What to work on:
Repeat the records in full, exactly.

[Stored data entries]
════════════════

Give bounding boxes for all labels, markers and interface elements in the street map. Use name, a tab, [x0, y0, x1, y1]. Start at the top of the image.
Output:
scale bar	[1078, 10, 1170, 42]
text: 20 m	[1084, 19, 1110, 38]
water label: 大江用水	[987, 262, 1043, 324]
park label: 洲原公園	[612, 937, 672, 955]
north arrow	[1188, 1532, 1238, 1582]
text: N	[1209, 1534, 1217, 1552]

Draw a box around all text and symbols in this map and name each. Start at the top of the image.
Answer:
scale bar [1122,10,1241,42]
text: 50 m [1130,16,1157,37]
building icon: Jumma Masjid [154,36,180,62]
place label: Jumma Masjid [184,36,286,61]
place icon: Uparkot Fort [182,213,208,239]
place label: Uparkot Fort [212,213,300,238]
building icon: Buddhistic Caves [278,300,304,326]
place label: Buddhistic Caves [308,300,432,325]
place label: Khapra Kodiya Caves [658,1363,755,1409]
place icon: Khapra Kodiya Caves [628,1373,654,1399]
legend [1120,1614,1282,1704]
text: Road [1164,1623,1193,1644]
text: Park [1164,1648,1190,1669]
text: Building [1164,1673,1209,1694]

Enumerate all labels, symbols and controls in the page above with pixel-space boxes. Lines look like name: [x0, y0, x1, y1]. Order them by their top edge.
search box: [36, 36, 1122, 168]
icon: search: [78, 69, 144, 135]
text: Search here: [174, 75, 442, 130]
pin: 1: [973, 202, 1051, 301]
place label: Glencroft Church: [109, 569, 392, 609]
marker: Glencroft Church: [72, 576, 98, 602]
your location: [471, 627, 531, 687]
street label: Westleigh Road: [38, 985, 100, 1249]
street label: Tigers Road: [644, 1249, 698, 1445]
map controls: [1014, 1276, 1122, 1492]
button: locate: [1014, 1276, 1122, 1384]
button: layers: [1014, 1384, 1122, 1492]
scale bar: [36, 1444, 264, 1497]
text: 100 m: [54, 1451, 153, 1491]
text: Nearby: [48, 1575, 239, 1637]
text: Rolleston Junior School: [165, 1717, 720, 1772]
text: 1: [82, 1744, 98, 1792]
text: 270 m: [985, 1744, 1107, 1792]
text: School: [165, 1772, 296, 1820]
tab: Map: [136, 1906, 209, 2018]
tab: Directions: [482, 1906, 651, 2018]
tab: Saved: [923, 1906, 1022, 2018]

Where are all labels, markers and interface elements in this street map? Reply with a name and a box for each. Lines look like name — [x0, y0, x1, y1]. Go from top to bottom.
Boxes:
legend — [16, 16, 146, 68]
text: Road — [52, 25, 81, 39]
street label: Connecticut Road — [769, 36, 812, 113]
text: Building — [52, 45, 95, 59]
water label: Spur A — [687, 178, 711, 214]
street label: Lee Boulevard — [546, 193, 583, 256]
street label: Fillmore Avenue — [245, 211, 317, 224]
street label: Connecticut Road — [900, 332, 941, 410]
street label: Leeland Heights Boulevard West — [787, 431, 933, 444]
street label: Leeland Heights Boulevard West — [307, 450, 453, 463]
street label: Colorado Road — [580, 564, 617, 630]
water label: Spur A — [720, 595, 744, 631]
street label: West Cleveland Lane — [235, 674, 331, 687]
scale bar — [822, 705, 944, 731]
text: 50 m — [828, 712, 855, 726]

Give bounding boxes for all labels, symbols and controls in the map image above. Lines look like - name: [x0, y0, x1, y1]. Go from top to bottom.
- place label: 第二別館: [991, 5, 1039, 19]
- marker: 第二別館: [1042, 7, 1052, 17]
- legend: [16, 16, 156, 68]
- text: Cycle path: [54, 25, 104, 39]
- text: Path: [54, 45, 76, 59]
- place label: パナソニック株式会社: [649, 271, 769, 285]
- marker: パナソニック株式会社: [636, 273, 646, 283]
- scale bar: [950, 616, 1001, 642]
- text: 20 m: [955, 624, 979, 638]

════════════════

Response area:
Give bounding boxes for all labels, markers and interface elements in the street map. Use name, a tab, [x0, y0, x1, y1]. Start at the top of the image.
Output:
scale bar	[1078, 10, 1170, 42]
text: 20 m	[1084, 19, 1110, 38]
water label: 大江用水	[987, 262, 1043, 324]
park label: 洲原公園	[612, 937, 672, 955]
north arrow	[1188, 1532, 1238, 1582]
text: N	[1209, 1534, 1217, 1552]

Draw a box around all text and symbols in this map and name each. Start at the top of the image.
Answer:
scale bar [1122,10,1241,42]
text: 50 m [1130,16,1157,37]
building icon: Jumma Masjid [154,36,180,62]
place label: Jumma Masjid [184,36,286,61]
place icon: Uparkot Fort [182,213,208,239]
place label: Uparkot Fort [212,213,300,238]
building icon: Buddhistic Caves [278,300,304,326]
place label: Buddhistic Caves [308,300,432,325]
place label: Khapra Kodiya Caves [658,1363,755,1409]
place icon: Khapra Kodiya Caves [628,1373,654,1399]
legend [1120,1614,1282,1704]
text: Road [1164,1623,1193,1644]
text: Park [1164,1648,1190,1669]
text: Building [1164,1673,1209,1694]

Enumerate all labels, symbols and controls in the page above with pixel-space boxes. Lines look like name: [x0, y0, x1, y1]. Order them by their top edge.
search box: [36, 36, 1122, 168]
icon: search: [78, 69, 144, 135]
text: Search here: [174, 75, 442, 130]
pin: 1: [973, 202, 1051, 301]
place label: Glencroft Church: [109, 569, 392, 609]
marker: Glencroft Church: [72, 576, 98, 602]
your location: [471, 627, 531, 687]
street label: Westleigh Road: [38, 985, 100, 1249]
street label: Tigers Road: [644, 1249, 698, 1445]
map controls: [1014, 1276, 1122, 1492]
button: locate: [1014, 1276, 1122, 1384]
button: layers: [1014, 1384, 1122, 1492]
scale bar: [36, 1444, 264, 1497]
text: 100 m: [54, 1451, 153, 1491]
text: Nearby: [48, 1575, 239, 1637]
text: Rolleston Junior School: [165, 1717, 720, 1772]
text: 1: [82, 1744, 98, 1792]
text: 270 m: [985, 1744, 1107, 1792]
text: School: [165, 1772, 296, 1820]
tab: Map: [136, 1906, 209, 2018]
tab: Directions: [482, 1906, 651, 2018]
tab: Saved: [923, 1906, 1022, 2018]

Where are all labels, markers and interface elements in this street map? Reply with a name and a box for each. Lines look like name — [x0, y0, x1, y1]. Go from top to bottom.
Boxes:
legend — [16, 16, 146, 68]
text: Road — [52, 25, 81, 39]
street label: Connecticut Road — [769, 36, 812, 113]
text: Building — [52, 45, 95, 59]
water label: Spur A — [687, 178, 711, 214]
street label: Lee Boulevard — [546, 193, 583, 256]
street label: Fillmore Avenue — [245, 211, 317, 224]
street label: Connecticut Road — [900, 332, 941, 410]
street label: Leeland Heights Boulevard West — [787, 431, 933, 444]
street label: Leeland Heights Boulevard West — [307, 450, 453, 463]
street label: Colorado Road — [580, 564, 617, 630]
water label: Spur A — [720, 595, 744, 631]
street label: West Cleveland Lane — [235, 674, 331, 687]
scale bar — [822, 705, 944, 731]
text: 50 m — [828, 712, 855, 726]

Give bounding boxes for all labels, symbols and controls in the map image above. Lines look like - name: [x0, y0, x1, y1]. Go from top to bottom.
- place label: 第二別館: [991, 5, 1039, 19]
- marker: 第二別館: [1042, 7, 1052, 17]
- legend: [16, 16, 156, 68]
- text: Cycle path: [54, 25, 104, 39]
- text: Path: [54, 45, 76, 59]
- place label: パナソニック株式会社: [649, 271, 769, 285]
- marker: パナソニック株式会社: [636, 273, 646, 283]
- scale bar: [950, 616, 1001, 642]
- text: 20 m: [955, 624, 979, 638]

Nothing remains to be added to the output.